The Coding Flexibility of Radical Position in Chinese
Abstract
Although there are theories of word recognition/reading predicting a transposed letter (TL)-type effect in Chinese character recognition, specifically, a transposed radical (TR) effect, no empirical demonstrations of TR effects have been reported to this point. As a result, instead of adopting a position-general assumption of radical processing, a position-specific assumption of radical processing has been adopted in most Chinese character recognition models. In the present Experiment 1, computational models were created in order to determine whether models that do not make the position-general assumption can account for any TR effect if one were to be found.
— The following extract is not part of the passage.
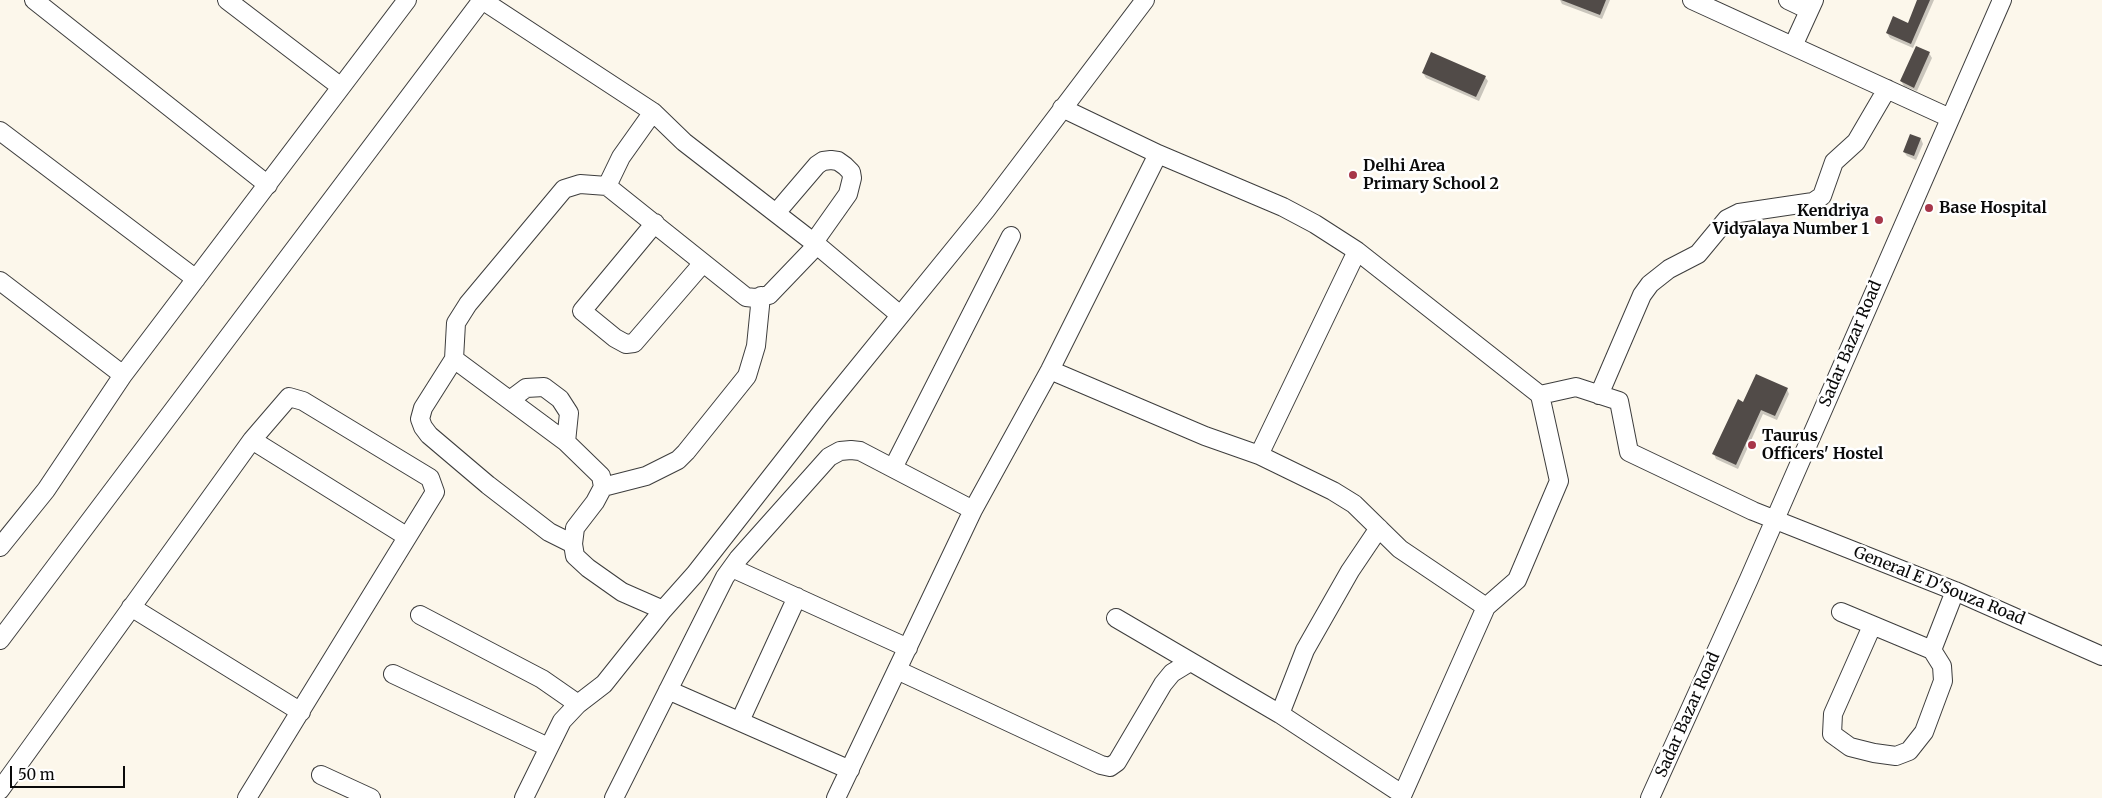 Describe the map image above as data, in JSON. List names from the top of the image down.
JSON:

In Experiment 2, 3, and 4, the masked priming technique was used to investigate whether there are TR priming effects in Chinese character recognition, as well as whether such effects would interact with radical type (character radical vs non-character radical) or character structure (left-right vs top-bottom). Experiment 2 used the lexical decision task (LDT) and Experiment 3 and 4 used the presumably more orthographically oriented same-different matching task (SDMT). Event-related potentials (ERPs) were analysed in Experiment 2 and 3 in order to better examine the time course of any effects. The results of Experiment 1 showed that computational models can produce TL-type effects, but only if trained with orthographic inputs that follow the position-general view of radical processing. Experiments 2 and 3 (using left-right structure characters) showed that TR priming effects do emerge in LDT and SDMT tasks. In the SDMT task, the ERP data showed that the TR effect emerged in a slightly later time window than the repetition priming effect, implying that the TR effect was produced at the orthographic processing stage rather than at an earlier feature processing stage or a later semantic processing stage. In Experiment 4, the TR effect was found to have a different pattern for top-bottom structure characters than for the left-right structure characters of Experiments 2 and 3, indicating an impact of character structure. These results provide support for the position-general view of radical representation, the noisy position coding models of orthographic processing, and the idea that position flexibility of orthographic representations and their processing are shaped by the language environment of the reader.